If you rescue SystemExit without re-raising the exception, your Ruby program will continue to execute until it exits at the next opportunity, and the status code may be be different from the one that was rescued:
begin
exit(1)
rescue SystemExit => e
puts "the ruby program is exiting with status #{e.status}"
end
exit(0)
prints the output:
the ruby program is exiting with status 1
but exits with status 0.
» SystemStackError
SystemStackError is one of the more popular exceptions across all programming languages.
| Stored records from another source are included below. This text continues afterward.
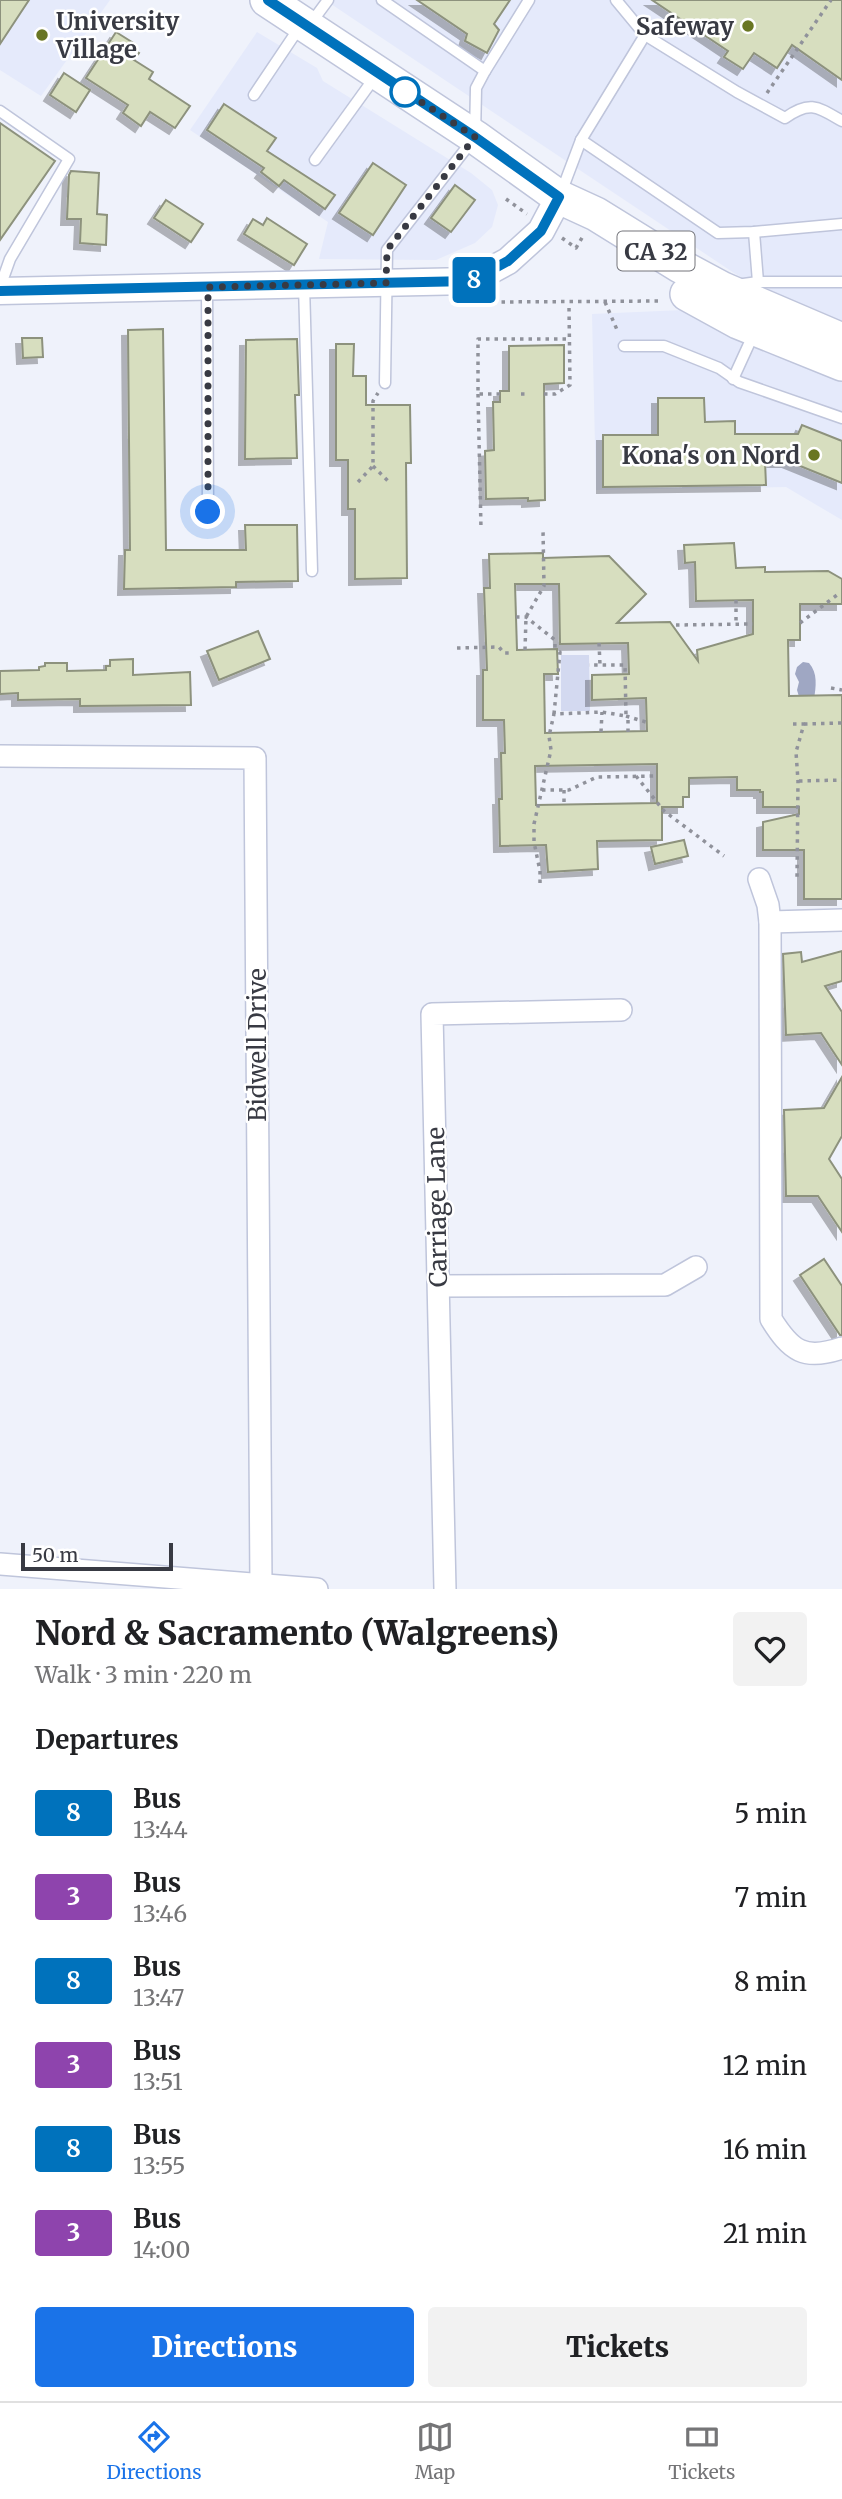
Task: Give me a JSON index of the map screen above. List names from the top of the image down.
{
  "streets": {
    "main road": ["CA 32"],
    "street": ["Bidwell Drive", "Carriage Lane"]
  },
  "places": ["Safeway", "University Village", "Kona's on Nord"],
  "lines": ["bus line 8"],
  "scale_bar": "50 m",
  "page": {
    "on_map": "8",
    "scale": "50 m",
    "heading": [
      ["Nord & Sacramento (Walgreens)", "Walk · 3 min · 220 m"],
      "Departures"
    ],
    "list": [
      {
        "mark": "8",
        "name": "Bus",
        "note": "13:44",
        "value": "5 min"
      },
      {
        "mark": "3",
        "name": "Bus",
        "note": "13:46",
        "value": "7 min"
      },
      {
        "mark": "8",
        "name": "Bus",
        "note": "13:47",
        "value": "8 min"
      },
      {
        "mark": "3",
        "name": "Bus",
        "note": "13:51",
        "value": "12 min"
      },
      {
        "mark": "8",
        "name": "Bus",
        "note": "13:55",
        "value": "16 min"
      },
      {
        "mark": "3",
        "name": "Bus",
        "note": "14:00",
        "value": "21 min"
      }
    ],
    "buttons": ["Directions", "Tickets"],
    "tabs": ["Directions", "Map", "Tickets"]
  }
}
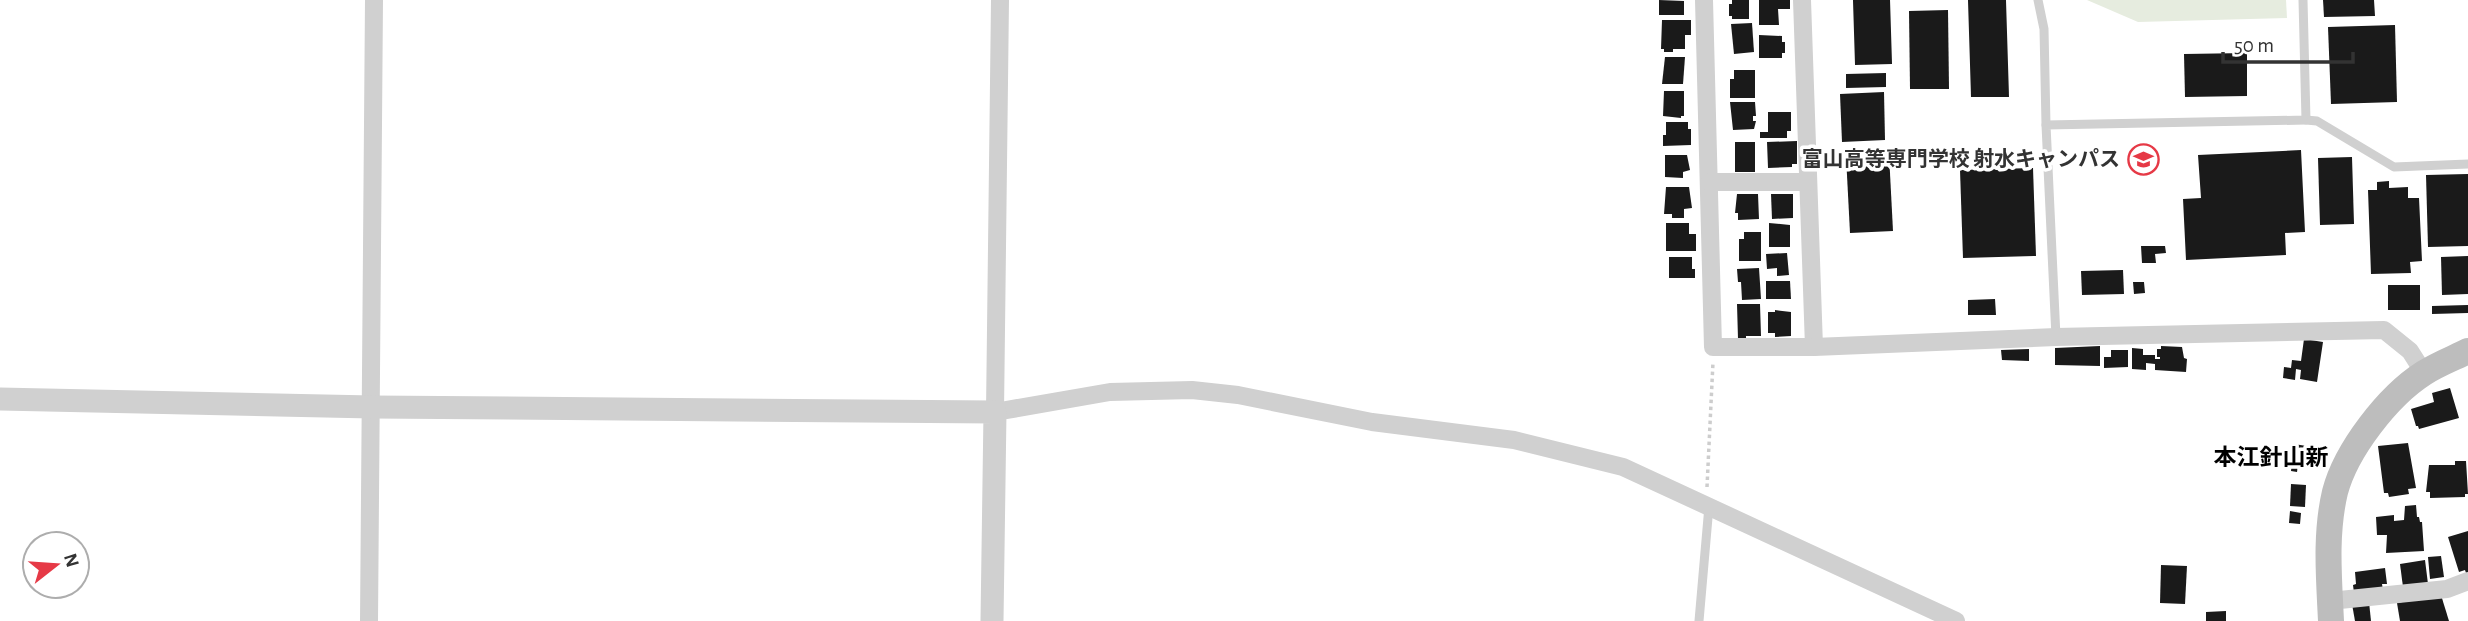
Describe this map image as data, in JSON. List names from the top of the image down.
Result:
{
  "districts": ["本江針山新"],
  "places": {
    "school or university": ["富山高等専門学校 射水キャンパス"]
  },
  "scale_bar": "50 m",
  "north": "right"
}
If you've ever gotten a cryptic "stack level too deep" error in Ruby, you've encountered a SystemStackError exception:
def malcovitch_malcovitch
malcovitch_malcovitch
end
malcovitch_malcovitch
raises the exception:
SystemStackError: stack level too deep
» fatal
fatal is an Exception that Ruby raises when it encounters a fatal error and must exit. It is impossible to rescue fatal, and it's impossible to raise it artificially.
» If you must...
First of all, we'll say it again: don't rescue the Exception class in Ruby. If you must rescue Exception, such as for error reporting, always re-raise the exception promptly:
begin
do_something_risky()
rescue Exception => e
logger.fatal("Encountered an Exception: #{e}")
raise e # <-- always do this!
end
Fun fact: Rails 5.1 rescues Exception 37 times.